Ich übersetze im Folgenden die entscheidende Passage aus Seminar 6, die im Deutschen offenbar nicht rezipiert worden ist. Die Übersetzung folgt der Staferla-Version des Seminars.1

Umrahmt wird die Übersetzung von einführenden Hinweisen sowie von einem Blick auf die Sekundärliteratur.

Dieser Artikel ergänzt den vorangegangenen Beitrag Der Schnitt: die Einschreibung des Realen in das Symbolische. Beide Texte zusammen enthalten die vollständige Übersetzung aller Passagen zum Schnitt in Seminar 6.

Sitzungsdauer

Wer bei Lacan in Analyse war, machte die Erfahrung, dass die Dauer einer Sitzung von Treffen zu Treffen wechselte. Mit dieser Praxis begann er gegen Ende der vierziger Jahre; um 1953 dauerte eine Sitzung bei ihm zwischen 10 und 40 Minuten. Im Verlauf der Jahre wurden die Sitzungen immer kürzer.2

Dieses Vorgehen verstieß gegen eine Norm, die in den zwanziger Jahren von der Internationalen Psychoanalytischen Vereinigung (IPV) erlassen worden war und die die Dauer der Sitzungen auf 45 oder 50 Minuten festlegte – diese Regelung gilt bis heute.

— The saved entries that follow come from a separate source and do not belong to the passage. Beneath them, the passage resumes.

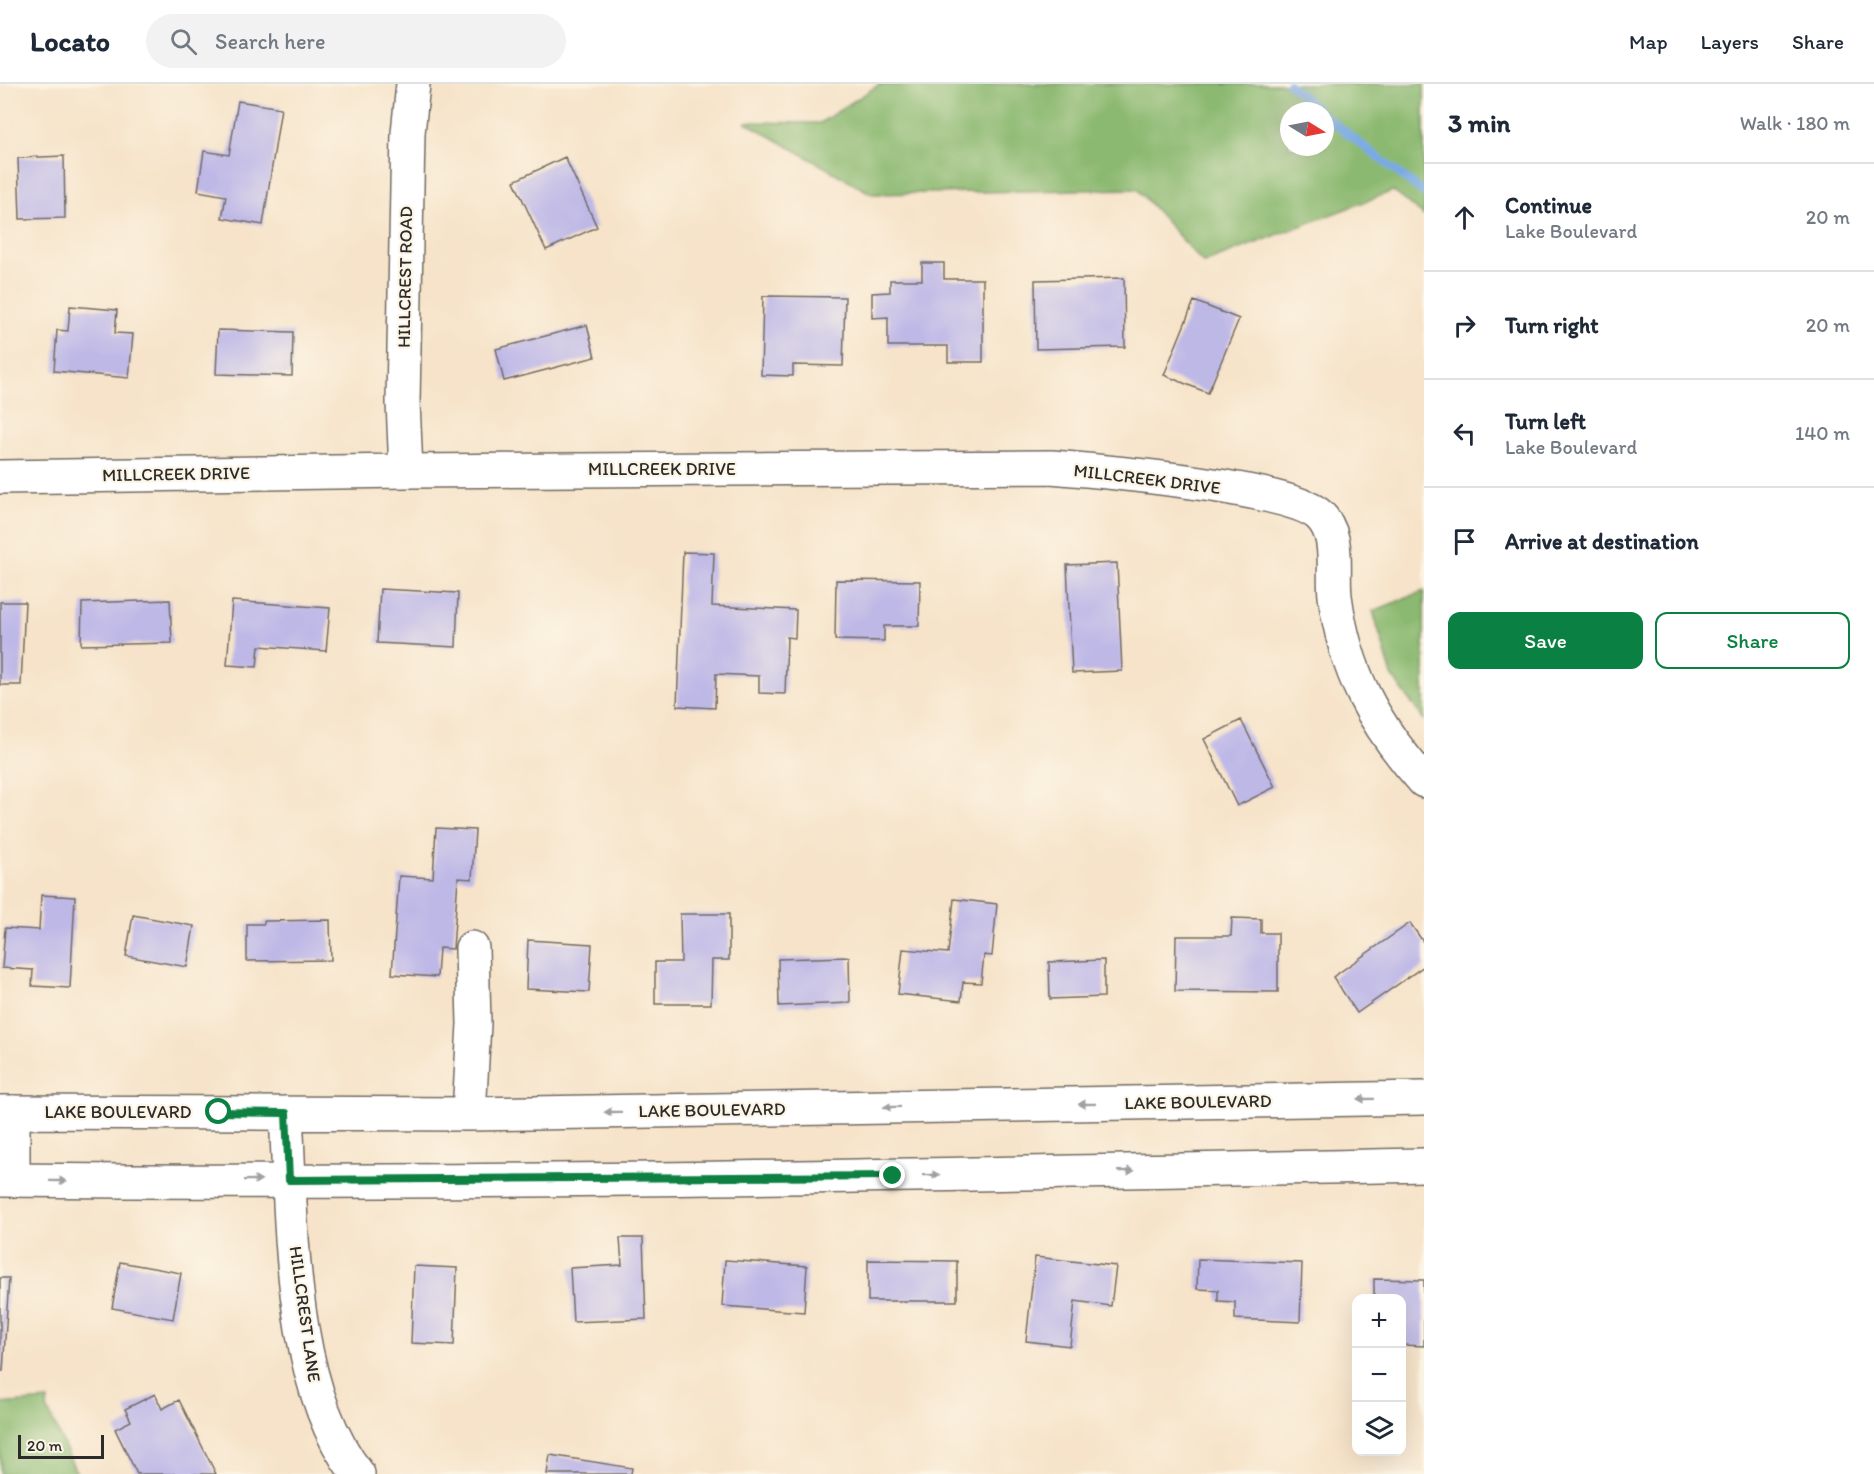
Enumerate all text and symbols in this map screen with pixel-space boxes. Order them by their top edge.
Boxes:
search box [146,14,566,68]
text: Locato [30,24,110,58]
icon: search [167,25,200,58]
text: Search here [215,28,325,55]
text: Map [1629,29,1668,54]
text: Layers [1701,29,1759,54]
text: Share [1792,29,1844,54]
north arrow [1280,102,1334,156]
text: 3 min [1448,107,1510,139]
text: Walk · 180 m [1740,111,1850,135]
text: Continue [1505,192,1592,219]
icon: ahead [1448,201,1481,234]
text: 20 m [1806,205,1850,229]
street label: HILLCREST ROAD [393,206,417,348]
text: Lake Boulevard [1505,219,1637,243]
icon: right [1448,309,1481,342]
text: Turn right [1505,312,1599,339]
text: 20 m [1806,313,1850,337]
text: Turn left [1505,408,1586,435]
icon: left [1448,417,1481,450]
text: 140 m [1795,421,1850,445]
text: Lake Boulevard [1505,435,1637,459]
street label: MILLCREEK DRIVE [588,458,736,480]
street label: MILLCREEK DRIVE [1072,459,1222,499]
street label: MILLCREEK DRIVE [102,462,250,486]
icon: arrive [1448,525,1481,558]
text: Arrive at destination [1505,528,1699,555]
button: Save [1448,612,1643,669]
button: Share [1655,612,1850,669]
street label: LAKE BOULEVARD [1124,1090,1272,1114]
one-way arrow [1356,1094,1375,1104]
route start [205,1098,231,1124]
street label: LAKE BOULEVARD [638,1098,786,1122]
one-way arrow [1077,1099,1096,1109]
street label: LAKE BOULEVARD [44,1101,192,1123]
one-way arrow [882,1102,901,1112]
one-way arrow [603,1107,622,1116]
route end [879,1162,905,1188]
one-way arrow [1117,1166,1136,1176]
one-way arrow [922,1170,941,1180]
one-way arrow [244,1175,263,1185]
one-way arrow [49,1176,68,1185]
street label: HILLCREST LANE [285,1245,325,1383]
map controls [1352,1294,1406,1456]
button: + [1352,1294,1406,1348]
button: − [1352,1348,1406,1402]
button: layers [1352,1402,1406,1456]
scale bar [18,1432,104,1460]
text: 20 m [27,1436,62,1455]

In der Geschichte der Psychoanalyse in Frankreich spielte Lacans abweichende Praxis eine beträchtliche Rolle.

Lacan gehörte anfangs zur Société psychanalytique de Paris (SPP), einer Gesellschaft, die Mitglied der IPV war. 1954 spaltete sich von der SPP eine Gruppe ab und gründete eine eigene Gesellschaft, die Société française de psychanalyse (SFP); zu dieser Gruppe gehörte Lacan. In dem Konflikt um die Ausbildung, der der Spaltung vorausging, war die Länge seiner Analysesitzungen zwar nicht der entscheidende Streitpunkt, aber doch ein Thema – die Ausbildungskommission der SPP hatte sich geweigert, von Lacan ausgebildete Kandidaten anzuerkennen, da deren Lehranalysen nicht den Standards entsprachen.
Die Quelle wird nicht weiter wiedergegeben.